-
Bug
-
Resolution: Done
-
Major
-
5.3.0.Final
-
None
Problem
It is possible to get the node, which would be permanently locked, when stressed with multiple concurrent writes and, perhaps, unfortunate timing. For more details and a detailed explanation as to how to reproduce the issue, please refer to the following post:
As suggested by hchiorean, once the MODE-2670 was resolved, I pulled in the latest code and gave the aforementioned test case another try. The results were surprising. Here is a comparison between what I saw before and what I see now.
Before:
- A few runs of the provided test case, using the same DB between runs, could result in the corruption of the originally locked node, where multiple attempts from multiple members of the cluster, performed after configured lock expiration, could not unlock the node.
- When corruption happens in the previous step, an attempt to run the same test again will fail right away for various underlying reasons, e.g. NullPointerException, DocumentAlreadyExistsException. Note that all members of the cluster could be stood up for actual test to begin, i.e. there were no problems getting members online.
Now:
- Every run of the test case hangs after ~ 20 seconds, i.e. there are some successful/failed actions taking place for some time, but after that everything freezes. The thread dump reveals plenty of threads waiting on a condition to happen, for instance:
"modeshape-event-dispatcher-17-thread-1" #154 prio=5 os_prio=31 tid=0x00007fb8d349d000 nid=0x14d07 waiting on condition [0x000000012bb64000] java.lang.Thread.State: WAITING (parking) at sun.misc.Unsafe.park(Native Method) - parking to wait for <0x00000007710e3068> (a java.util.concurrent.locks.AbstractQueuedSynchronizer$ConditionObject) at java.util.concurrent.locks.LockSupport.park(LockSupport.java:175) at java.util.concurrent.locks.AbstractQueuedSynchronizer$ConditionObject.await(AbstractQueuedSynchronizer.java:2039) at org.modeshape.common.collection.ring.BlockingWaitStrategy.waitFor(BlockingWaitStrategy.java:46) at org.modeshape.common.collection.ring.GarbageCollectingConsumer$1.waitFor(GarbageCollectingConsumer.java:61) at org.modeshape.common.collection.ring.GarbageCollectingConsumer.run(GarbageCollectingConsumer.java:87) at java.util.concurrent.ThreadPoolExecutor.runWorker(ThreadPoolExecutor.java:1142) at java.util.concurrent.ThreadPoolExecutor$Worker.run(ThreadPoolExecutor.java:617) at java.lang.Thread.run(Thread.java:745) "in-memory-corruption-25" #95 daemon prio=5 os_prio=31 tid=0x00007fb8d405d800 nid=0xf903 waiting on condition [0x00000001293ef000] java.lang.Thread.State: WAITING (parking) at sun.misc.Unsafe.park(Native Method) - parking to wait for <0x0000000770d83250> (a java.util.concurrent.locks.AbstractQueuedSynchronizer$ConditionObject) at java.util.concurrent.locks.LockSupport.park(LockSupport.java:175) at java.util.concurrent.locks.AbstractQueuedSynchronizer$ConditionObject.await(AbstractQueuedSynchronizer.java:2039) at java.util.concurrent.LinkedBlockingQueue.take(LinkedBlockingQueue.java:442) at java.util.concurrent.ThreadPoolExecutor.getTask(ThreadPoolExecutor.java:1067) at java.util.concurrent.ThreadPoolExecutor.runWorker(ThreadPoolExecutor.java:1127) at java.util.concurrent.ThreadPoolExecutor$Worker.run(ThreadPoolExecutor.java:617) at java.lang.Thread.run(Thread.java:745)
- Eventually, the log gets filled with the following entries, but the process does not get terminated:
[in-memory-corruption-23] org.modeshape.jcr.cache.RepositoryCache - Repository '9f2434a6-4378-4fe7-a352-aea6c07f56b1' is still not fully initialized after 10 minutes.
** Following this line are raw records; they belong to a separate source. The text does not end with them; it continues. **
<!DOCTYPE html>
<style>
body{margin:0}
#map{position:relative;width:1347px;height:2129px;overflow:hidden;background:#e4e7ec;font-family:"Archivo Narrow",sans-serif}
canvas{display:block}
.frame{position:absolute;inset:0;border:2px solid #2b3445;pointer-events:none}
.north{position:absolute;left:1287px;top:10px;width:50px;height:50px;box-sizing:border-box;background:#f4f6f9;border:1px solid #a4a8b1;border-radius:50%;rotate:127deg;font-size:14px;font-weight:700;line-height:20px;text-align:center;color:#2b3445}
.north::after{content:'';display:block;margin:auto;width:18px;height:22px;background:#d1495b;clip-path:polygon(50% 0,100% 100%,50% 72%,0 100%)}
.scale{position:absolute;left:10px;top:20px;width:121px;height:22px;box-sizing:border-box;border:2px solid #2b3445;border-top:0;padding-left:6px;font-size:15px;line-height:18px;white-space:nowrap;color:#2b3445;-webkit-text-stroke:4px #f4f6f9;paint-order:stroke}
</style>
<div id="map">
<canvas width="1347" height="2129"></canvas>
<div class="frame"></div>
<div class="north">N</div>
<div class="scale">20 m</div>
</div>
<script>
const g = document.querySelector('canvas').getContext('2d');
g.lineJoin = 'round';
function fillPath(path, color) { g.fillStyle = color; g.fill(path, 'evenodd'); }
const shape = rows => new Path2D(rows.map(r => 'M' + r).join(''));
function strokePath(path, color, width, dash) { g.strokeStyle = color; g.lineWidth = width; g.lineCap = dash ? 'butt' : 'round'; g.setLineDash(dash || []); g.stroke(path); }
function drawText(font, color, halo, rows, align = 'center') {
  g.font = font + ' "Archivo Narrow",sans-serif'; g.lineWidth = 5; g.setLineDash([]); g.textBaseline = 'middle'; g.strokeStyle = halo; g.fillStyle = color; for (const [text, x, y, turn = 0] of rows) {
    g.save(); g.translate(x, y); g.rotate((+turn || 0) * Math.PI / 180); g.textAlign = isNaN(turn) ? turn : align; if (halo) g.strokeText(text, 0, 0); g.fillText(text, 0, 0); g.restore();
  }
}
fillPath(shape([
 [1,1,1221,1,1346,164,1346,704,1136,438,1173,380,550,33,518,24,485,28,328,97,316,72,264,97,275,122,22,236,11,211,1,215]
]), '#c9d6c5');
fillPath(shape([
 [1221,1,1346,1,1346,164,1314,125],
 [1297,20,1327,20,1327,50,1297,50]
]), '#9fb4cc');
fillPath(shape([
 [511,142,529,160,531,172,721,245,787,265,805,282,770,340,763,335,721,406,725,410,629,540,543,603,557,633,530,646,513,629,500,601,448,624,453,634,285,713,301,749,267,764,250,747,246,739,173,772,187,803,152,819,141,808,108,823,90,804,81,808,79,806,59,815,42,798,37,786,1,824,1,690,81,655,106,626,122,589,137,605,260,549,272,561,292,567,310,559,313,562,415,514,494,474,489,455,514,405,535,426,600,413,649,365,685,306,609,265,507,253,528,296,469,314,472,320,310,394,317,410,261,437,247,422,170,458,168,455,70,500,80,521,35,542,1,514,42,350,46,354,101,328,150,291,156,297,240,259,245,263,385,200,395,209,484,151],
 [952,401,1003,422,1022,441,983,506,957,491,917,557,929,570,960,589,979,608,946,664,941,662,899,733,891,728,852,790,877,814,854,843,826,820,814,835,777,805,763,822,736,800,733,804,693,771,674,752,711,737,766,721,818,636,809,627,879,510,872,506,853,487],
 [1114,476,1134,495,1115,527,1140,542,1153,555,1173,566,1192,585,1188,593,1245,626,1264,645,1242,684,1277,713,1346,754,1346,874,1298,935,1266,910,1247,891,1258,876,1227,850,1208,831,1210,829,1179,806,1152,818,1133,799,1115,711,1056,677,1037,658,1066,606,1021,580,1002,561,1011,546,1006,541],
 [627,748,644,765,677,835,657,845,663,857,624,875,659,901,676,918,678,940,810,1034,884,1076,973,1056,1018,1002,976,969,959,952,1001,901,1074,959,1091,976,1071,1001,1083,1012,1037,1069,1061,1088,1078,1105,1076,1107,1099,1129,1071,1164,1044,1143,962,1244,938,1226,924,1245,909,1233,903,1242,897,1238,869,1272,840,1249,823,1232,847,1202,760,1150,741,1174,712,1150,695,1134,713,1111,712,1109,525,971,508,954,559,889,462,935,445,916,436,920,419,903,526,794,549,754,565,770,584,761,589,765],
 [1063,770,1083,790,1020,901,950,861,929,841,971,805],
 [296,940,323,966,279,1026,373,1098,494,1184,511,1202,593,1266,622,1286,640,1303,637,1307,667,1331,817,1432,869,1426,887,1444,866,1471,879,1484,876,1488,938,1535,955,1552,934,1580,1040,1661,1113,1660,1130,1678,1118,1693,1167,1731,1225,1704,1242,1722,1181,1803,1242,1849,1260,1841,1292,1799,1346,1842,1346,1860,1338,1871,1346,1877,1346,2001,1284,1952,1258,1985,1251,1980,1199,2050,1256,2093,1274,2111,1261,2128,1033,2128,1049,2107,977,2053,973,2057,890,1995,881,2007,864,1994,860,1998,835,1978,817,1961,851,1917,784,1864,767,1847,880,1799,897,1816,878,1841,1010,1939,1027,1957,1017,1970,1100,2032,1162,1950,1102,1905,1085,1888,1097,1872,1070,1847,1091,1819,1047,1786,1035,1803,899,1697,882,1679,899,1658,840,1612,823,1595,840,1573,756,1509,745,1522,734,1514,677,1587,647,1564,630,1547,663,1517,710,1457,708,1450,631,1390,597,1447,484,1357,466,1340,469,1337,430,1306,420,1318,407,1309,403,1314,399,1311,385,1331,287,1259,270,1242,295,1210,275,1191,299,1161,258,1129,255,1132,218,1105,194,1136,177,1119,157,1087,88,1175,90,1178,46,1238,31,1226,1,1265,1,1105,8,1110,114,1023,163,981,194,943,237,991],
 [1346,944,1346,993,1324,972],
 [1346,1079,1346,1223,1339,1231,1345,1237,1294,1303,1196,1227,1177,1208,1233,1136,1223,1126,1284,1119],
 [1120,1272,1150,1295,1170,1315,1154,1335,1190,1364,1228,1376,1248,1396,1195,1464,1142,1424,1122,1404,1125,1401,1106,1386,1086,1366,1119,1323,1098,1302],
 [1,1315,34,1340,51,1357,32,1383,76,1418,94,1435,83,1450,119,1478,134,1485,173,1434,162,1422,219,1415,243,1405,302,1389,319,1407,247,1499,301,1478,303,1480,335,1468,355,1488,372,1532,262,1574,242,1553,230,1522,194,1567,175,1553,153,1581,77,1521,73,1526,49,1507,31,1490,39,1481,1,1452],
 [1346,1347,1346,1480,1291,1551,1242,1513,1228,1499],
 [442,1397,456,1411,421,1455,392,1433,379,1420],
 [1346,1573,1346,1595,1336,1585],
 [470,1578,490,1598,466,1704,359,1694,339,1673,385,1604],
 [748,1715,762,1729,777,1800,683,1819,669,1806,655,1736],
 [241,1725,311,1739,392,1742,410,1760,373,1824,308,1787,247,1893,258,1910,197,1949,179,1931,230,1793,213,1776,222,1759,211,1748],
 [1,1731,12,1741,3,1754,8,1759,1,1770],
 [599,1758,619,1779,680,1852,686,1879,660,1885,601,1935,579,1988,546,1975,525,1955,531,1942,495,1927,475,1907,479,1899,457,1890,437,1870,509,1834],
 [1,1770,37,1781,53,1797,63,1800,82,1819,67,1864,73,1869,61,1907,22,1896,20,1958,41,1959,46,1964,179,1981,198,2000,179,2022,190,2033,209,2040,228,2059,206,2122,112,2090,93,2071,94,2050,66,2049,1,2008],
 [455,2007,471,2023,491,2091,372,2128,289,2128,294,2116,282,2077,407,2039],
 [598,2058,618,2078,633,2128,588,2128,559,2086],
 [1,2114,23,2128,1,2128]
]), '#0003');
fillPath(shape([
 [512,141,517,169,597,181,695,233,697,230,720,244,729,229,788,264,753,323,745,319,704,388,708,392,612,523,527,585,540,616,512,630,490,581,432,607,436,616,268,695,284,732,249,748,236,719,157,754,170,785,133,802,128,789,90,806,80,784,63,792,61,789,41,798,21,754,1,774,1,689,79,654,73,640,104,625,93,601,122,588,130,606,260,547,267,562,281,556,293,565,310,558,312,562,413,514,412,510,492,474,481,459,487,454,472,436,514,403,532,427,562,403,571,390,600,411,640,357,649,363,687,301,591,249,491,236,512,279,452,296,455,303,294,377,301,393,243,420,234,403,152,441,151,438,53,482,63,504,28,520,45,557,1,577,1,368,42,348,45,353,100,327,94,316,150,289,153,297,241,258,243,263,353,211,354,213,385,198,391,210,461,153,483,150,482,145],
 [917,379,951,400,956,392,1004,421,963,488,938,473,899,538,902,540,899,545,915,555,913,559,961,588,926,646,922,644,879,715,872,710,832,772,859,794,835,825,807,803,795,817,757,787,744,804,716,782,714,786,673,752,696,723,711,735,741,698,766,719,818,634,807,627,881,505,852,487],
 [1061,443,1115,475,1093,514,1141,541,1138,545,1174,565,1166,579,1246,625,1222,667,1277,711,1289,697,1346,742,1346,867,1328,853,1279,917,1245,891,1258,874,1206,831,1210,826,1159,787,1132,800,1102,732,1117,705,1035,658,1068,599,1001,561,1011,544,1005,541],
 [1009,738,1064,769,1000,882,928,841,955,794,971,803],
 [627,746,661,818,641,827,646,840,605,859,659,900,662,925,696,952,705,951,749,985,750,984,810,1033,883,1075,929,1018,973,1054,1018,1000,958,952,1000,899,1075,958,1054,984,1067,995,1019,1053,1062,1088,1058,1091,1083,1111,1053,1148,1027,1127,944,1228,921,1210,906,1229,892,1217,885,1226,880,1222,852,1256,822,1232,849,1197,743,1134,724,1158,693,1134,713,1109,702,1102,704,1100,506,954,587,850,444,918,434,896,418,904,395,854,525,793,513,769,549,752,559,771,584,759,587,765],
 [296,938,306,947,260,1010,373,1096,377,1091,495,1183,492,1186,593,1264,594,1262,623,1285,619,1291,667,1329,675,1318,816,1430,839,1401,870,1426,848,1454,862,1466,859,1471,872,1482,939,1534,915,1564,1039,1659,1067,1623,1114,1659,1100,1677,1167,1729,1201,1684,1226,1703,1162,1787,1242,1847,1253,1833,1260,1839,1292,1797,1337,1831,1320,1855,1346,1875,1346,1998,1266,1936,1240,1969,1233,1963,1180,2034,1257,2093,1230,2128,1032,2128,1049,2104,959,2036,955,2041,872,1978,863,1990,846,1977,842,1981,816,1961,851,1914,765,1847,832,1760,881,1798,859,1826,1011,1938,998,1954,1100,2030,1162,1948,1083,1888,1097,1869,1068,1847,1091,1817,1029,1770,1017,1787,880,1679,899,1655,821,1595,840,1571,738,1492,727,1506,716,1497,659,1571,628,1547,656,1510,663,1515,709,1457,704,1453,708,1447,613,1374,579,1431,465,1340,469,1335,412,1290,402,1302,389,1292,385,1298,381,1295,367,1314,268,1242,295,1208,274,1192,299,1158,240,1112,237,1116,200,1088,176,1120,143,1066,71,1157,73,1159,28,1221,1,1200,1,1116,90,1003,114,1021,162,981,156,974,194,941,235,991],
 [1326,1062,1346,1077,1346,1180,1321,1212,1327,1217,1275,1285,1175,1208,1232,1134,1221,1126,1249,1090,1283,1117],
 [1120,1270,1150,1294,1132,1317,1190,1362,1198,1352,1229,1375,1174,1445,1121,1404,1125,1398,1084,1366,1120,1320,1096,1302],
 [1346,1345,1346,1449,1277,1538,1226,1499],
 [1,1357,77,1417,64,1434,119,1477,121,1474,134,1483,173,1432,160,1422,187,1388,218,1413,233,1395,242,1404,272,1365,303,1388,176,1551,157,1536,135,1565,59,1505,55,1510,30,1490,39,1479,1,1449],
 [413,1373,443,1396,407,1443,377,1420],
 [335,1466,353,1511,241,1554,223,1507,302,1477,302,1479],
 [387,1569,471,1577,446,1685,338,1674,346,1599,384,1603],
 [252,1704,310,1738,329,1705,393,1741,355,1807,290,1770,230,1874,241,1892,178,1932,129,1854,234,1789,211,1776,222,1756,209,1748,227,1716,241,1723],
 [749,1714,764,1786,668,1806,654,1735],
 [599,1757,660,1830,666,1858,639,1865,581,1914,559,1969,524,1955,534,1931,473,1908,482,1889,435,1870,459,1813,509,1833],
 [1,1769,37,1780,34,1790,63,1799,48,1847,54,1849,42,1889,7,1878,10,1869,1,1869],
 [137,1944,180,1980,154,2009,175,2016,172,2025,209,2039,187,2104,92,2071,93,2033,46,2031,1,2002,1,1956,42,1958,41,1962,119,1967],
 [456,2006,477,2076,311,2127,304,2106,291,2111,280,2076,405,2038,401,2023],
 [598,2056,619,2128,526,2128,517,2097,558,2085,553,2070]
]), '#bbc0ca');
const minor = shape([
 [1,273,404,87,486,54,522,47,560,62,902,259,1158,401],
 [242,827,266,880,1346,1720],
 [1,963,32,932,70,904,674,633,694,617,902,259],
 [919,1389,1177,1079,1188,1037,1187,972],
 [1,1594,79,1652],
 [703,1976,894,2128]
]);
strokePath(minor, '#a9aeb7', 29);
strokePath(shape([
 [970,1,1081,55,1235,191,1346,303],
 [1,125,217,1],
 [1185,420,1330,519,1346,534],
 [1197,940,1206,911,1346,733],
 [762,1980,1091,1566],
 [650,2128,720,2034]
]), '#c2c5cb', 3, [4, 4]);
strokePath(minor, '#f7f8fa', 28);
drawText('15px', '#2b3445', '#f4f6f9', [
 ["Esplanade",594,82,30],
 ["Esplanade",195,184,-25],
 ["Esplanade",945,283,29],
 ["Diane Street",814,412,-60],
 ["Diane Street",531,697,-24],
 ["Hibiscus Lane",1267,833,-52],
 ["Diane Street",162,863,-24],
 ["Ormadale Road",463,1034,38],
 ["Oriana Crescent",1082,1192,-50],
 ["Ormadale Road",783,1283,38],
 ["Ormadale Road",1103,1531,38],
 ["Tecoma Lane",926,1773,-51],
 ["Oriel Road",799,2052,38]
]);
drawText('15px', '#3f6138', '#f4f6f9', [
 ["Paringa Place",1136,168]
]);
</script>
Aborting.
- If I terminate the Java process that was stuck and run the same test again without cleaning the H2 DB on the filesystem, I can never get to the actual execution of the test, because the members of the cluster necessary for testing cannot be stood up, i.e. two out of five members get started, but then nothing happens.
Summary
The MODE-2670 did make a big difference, but in a clustered environment such a difference ended up having an unexpected outcome, assuming the provided test case is valid. I sincerely hope that I am doing something wrong and I would be thrilled to have a confirmation of that. Otherwise, this problem can result in very much undesired consequences for a production system that relies on ModeShape.
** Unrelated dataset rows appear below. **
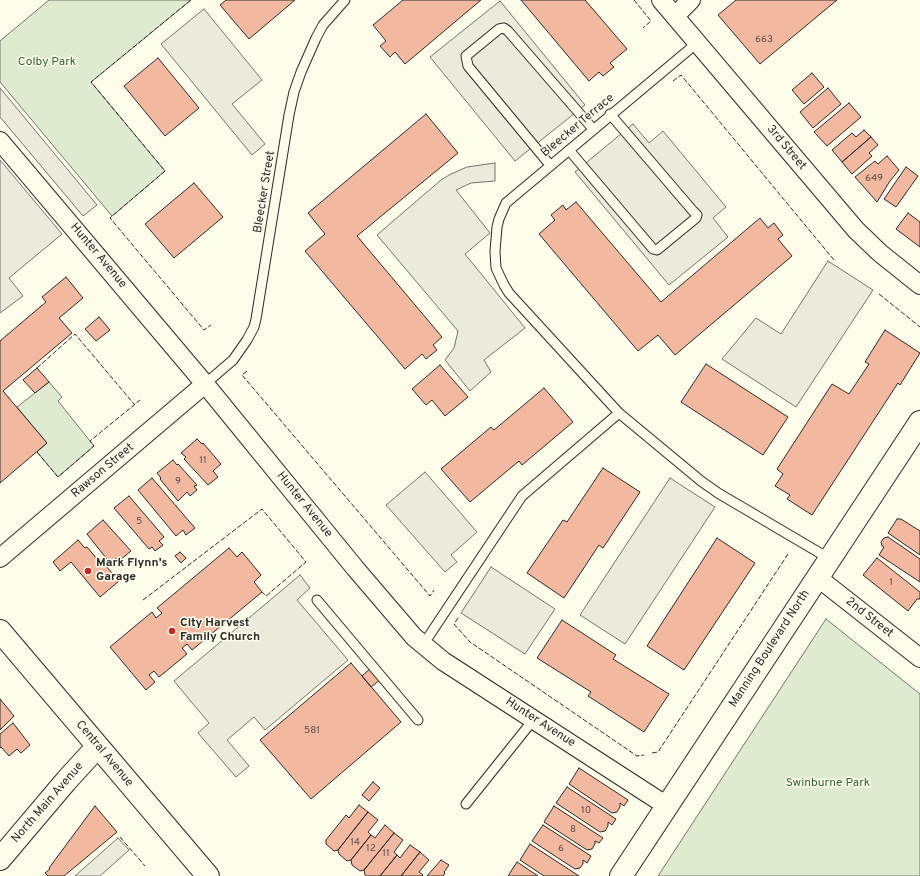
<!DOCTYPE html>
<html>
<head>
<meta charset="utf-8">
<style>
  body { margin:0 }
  canvas { display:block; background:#fdfbea }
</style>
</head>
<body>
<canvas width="920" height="876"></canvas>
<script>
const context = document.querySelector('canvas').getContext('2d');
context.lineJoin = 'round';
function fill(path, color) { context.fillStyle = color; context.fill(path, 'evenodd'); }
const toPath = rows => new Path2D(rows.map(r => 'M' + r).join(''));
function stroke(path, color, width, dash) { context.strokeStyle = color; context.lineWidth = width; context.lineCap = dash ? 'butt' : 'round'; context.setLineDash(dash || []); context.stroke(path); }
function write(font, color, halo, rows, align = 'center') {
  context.font = font + ' Overpass,sans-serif'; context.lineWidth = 3; context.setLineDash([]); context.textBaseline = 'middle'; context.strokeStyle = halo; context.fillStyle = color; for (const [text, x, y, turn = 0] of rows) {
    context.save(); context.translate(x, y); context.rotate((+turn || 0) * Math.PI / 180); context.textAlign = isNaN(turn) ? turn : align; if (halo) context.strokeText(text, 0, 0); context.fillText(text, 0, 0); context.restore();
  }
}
const green = toPath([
  [49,0,191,0,91,82,165,171,112,216,0,82,0,41,49,0],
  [49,382,62,397,58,401,94,446,58,477,37,452,47,443,17,407,49,382],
  [826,619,920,694,920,876,658,876,826,619]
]);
const parking = toPath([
  [500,1,585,105,515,161,430,57,500,1],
  [204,9,262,80,232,104,265,144,252,155,161,44,204,9],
  [0,88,97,205,83,216,0,117,0,88],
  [633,124,649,143,663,131,726,207,713,218,728,237,669,285,575,172,633,124],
  [0,160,62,234,9,278,23,296,0,313,0,160],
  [495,163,495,181,471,183,456,190,490,233,465,254,525,328,484,360,491,372,470,391,445,360,454,348,458,331,377,235,441,180,449,175,467,167,495,163],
  [828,261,873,290,796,407,722,359,756,318,781,334,828,261],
  [425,472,477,532,451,555,457,562,445,572,386,505,425,472],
  [670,478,715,507,625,644,580,615,670,478],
  [491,567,555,609,525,654,461,613,491,567],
  [300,575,310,588,297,600,348,660,265,730,254,717,227,740,249,766,236,777,198,733,209,723,174,681,300,575],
  [118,838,129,850,100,876,75,876,118,838]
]);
const building = toPath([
  [226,0,295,0,249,39,220,5,226,0],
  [403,0,481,0,405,64,395,52,390,57,380,46,386,41,373,25,403,0],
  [521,0,585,0,627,49,610,63,614,67,603,76,599,72,589,81,521,0],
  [736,0,837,0,760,64,718,15,736,0],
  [158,58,199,108,165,136,124,86,158,58],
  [812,73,824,87,804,104,792,90,812,73],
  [828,88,841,104,813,128,800,112,828,88],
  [849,103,861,117,827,146,814,132,849,103],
  [426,114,458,153,357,236,442,337,433,345,437,350,426,359,422,354,405,369,305,251,325,234,308,213,426,114],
  [864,130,871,137,842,162,832,150,852,133,856,137,864,130],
  [871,137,878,145,869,153,872,156,852,174,842,162,871,137],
  [887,156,899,170,890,181,877,202,855,177,875,161,878,164,887,156],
  [906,167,918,176,896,207,884,199,906,167],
  [194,183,223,217,174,258,145,224,194,183],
  [576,202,661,302,760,218,768,228,774,223,783,235,778,239,792,256,675,355,658,335,638,351,539,234,555,220,551,215,563,205,566,210,576,202],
  [908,213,920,222,920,247,896,229,908,213],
  [66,277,83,298,59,318,72,333,3,391,47,443,0,483,0,341,46,302,42,297,66,277],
  [99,317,110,330,96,341,85,329,99,317],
  [885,330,920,353,900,385,898,383,812,515,787,499,790,495,775,486,783,474,777,469,832,384,849,394,869,364,865,362,885,330],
  [706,364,788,417,763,455,681,402,706,364],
  [440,365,468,397,445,416,432,400,426,405,412,389,440,365],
  [37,368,49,382,35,393,23,380,37,368],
  [544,388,573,422,522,465,519,461,470,502,441,469,491,427,494,430,544,388],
  [197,439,202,444,203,443,221,464,213,471,218,477,208,485,184,459,186,457,181,453,197,439],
  [173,460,177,465,178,464,197,485,194,486,197,490,190,496,187,492,178,501,160,479,161,478,157,473,173,460],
  [603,468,640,492,603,548,599,545,564,598,527,573,563,520,567,522,603,468],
  [152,478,195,528,186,535,183,530,176,536,138,490,152,478],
  [129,496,164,537,159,541,163,545,155,551,152,547,149,549,114,508,129,496],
  [897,519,901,519,920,531,920,555,888,533,897,519],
  [103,520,131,551,119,561,116,558,110,563,87,534,103,520],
  [888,537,920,559,920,582,879,555,884,547,882,546,881,542,884,538,888,537],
  [717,538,755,563,684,670,647,646,717,538],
  [78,540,85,548,87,547,97,559,99,558,119,581,100,597,71,562,60,571,53,562,78,540],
  [229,548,237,557,242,552,261,575,254,582,262,592,192,650,187,644,182,648,187,654,159,677,154,671,149,675,155,682,146,690,110,647,152,612,156,618,162,613,157,608,229,548],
  [180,552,186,558,181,563,175,556,180,552],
  [877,558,920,592,920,599,917,599,908,611,863,575,877,558],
  [562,620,616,655,613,659,669,694,644,732,588,696,591,692,537,658,562,620],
  [351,663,401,722,311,799,260,740,351,663],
  [376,663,386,675,371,687,362,676,376,663],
  [0,699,14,716,0,730,0,699],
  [13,723,30,745,21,753,17,749,9,756,1,747,0,748,0,734,13,723],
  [579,768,628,800,624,806,620,803,620,807,617,812,612,813,569,784,579,768],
  [373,782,380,788,369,801,362,795,373,782],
  [567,787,616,819,612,825,608,822,608,826,605,831,600,832,556,803,567,787],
  [359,805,368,812,338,850,334,851,326,844,326,840,346,815,349,818,359,805],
  [95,806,117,832,64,876,48,876,45,873,50,869,49,868,95,806],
  [554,806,603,838,599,843,595,841,595,844,592,849,587,850,544,822,554,806],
  [368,812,378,820,368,832,371,835,351,860,347,861,339,854,338,850,368,812],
  [385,825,394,833,364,870,360,871,352,865,351,860,371,835,375,838,385,825],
  [543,825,591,856,587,863,583,860,583,864,580,868,575,869,532,841,543,825],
  [394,833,403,840,394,852,397,855,380,876,367,876,365,875,364,870,394,833],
  [530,844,579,876,544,876,520,860,530,844],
  [410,845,420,852,401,876,380,876,397,855,400,858,410,845],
  [420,852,429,860,419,872,423,875,422,876,401,876,420,852],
  [441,860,449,865,444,872,445,873,443,876,427,876,441,860],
  [517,862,538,876,508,876,517,862]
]);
const lane = toPath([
  [697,43,506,203,499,219,497,227,495,251,496,268,504,285,509,293,619,413,701,481,718,493,830,559],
  [569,150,653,249,657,250,696,218,697,215,693,211,610,114],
  [550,165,468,66,466,56,499,29,504,28,508,31,593,129],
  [205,384,233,360,247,340,254,327,256,319,289,115,294,92,301,72,316,38,323,25,345,0],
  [317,600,418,720],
  [423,645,522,496,619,413],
  [466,804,534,719]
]);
const street = toPath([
  [661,0,856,230,880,253,920,285],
  [675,16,691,0],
  [0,141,205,384,355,568,414,637,443,661,667,806],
  [0,558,205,384],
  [817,577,920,658]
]);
const secondary = toPath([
  [0,859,66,781,97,747],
  [621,876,920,422]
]);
const primary = toPath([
  [0,631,208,876]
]);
const fence = toPath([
  [191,0,91,82,165,171,110,218,204,330,211,325],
  [634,0,651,21,643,28],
  [673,81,681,75,834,260],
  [879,294,920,327],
  [37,368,75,334,134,404],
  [247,371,242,375,430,596,434,590],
  [37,452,58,477,94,446,90,441,140,400],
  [143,600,262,509,306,562,266,596,262,592],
  [458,618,454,624,470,642,637,756,644,755],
  [652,753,658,752,788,554],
  [120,837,145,866]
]);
const markers = [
  [88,571,4,"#c62828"],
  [172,631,4,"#c62828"]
];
const numberNames = [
  ["663",764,40],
  ["649",874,179],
  ["11",203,461],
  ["9",178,482],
  ["5",139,522],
  ["1",891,583],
  ["581",312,731],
  ["10",586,811],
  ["8",573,830],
  ["14",355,843],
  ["12",371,849],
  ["6",561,849],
  ["11",386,854]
];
const parkNames = [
  ["Colby Park",47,63],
  ["Swinburne Park",828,784]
];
const streetNames = [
  ["Bleecker Terrace",578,126,-40],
  ["3rd Street",786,148,50],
  ["Bleecker Street",265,192,-81],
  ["Hunter Avenue",98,256,50],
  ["Rawson Street",103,471,-40],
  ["Hunter Avenue",304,505,51],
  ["2nd Street",869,618,38],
  ["Manning Boulevard North",770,649,-57],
  ["Hunter Avenue",540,723,33],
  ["Central Avenue",104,754,50],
  ["North Main Avenue",48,803,-49]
];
const poiNames = [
  ["Mark Flynn's",96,564],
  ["Garage",96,578],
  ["City Harvest",180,624],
  ["Family Church",180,638]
];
fill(green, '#deebd1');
stroke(green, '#74746e', 1);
fill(parking, '#eceadb');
stroke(parking, '#74746e', 1);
fill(building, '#f2b8a0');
stroke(building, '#2b2b2b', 1);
stroke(lane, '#2b2b2b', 11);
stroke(street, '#2b2b2b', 20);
stroke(secondary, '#2b2b2b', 24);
stroke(primary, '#2b2b2b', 24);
stroke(lane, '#fdfbea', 9);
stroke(street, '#fdfbea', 18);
stroke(secondary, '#fdfbea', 22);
stroke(primary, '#fdfbea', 22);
stroke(fence, '#2b2b2b', 1, [5, 2]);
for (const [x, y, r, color] of markers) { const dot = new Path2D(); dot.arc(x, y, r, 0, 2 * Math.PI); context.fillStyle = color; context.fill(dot); stroke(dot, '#fdfbea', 1.5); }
write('10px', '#5d4e48', null, numberNames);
write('12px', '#34623c', '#fdfbea', parkNames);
write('12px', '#2b2b2b', '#fdfbea', streetNames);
write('bold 12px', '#2b2b2b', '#fdfbea', poiNames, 'left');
</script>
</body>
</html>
hchiorean, knowing the additional details and problems provided in this JIRA, would it be possible for you to revisit the following decision?
As far as I'm concerned, after I fix
MODE-2670I will focus on something else because these complex test cases simply take up too much of my time. If in the meantime someone else in the community proposes a fix, I'm more than happy to review any PRs.
As far as complexity of the provided test case goes, unless I messed something up in terms of configuration, the presented scenario is fairly common in a clustered environment where multiple consumers work with a single node, e.g. creating files under a given folder. It is true that I had to manually craft the delay between retries for each thread, but that was done to make sure that the problem can be reproduced.
hchiorean and rhauch, as always, your help is greatly appreciated. The turnaround time for various issues is simply amazing, especially for an open-source project. Once again, my apologies for so many questions, however, I hope that in the long run your answers will help the entire community.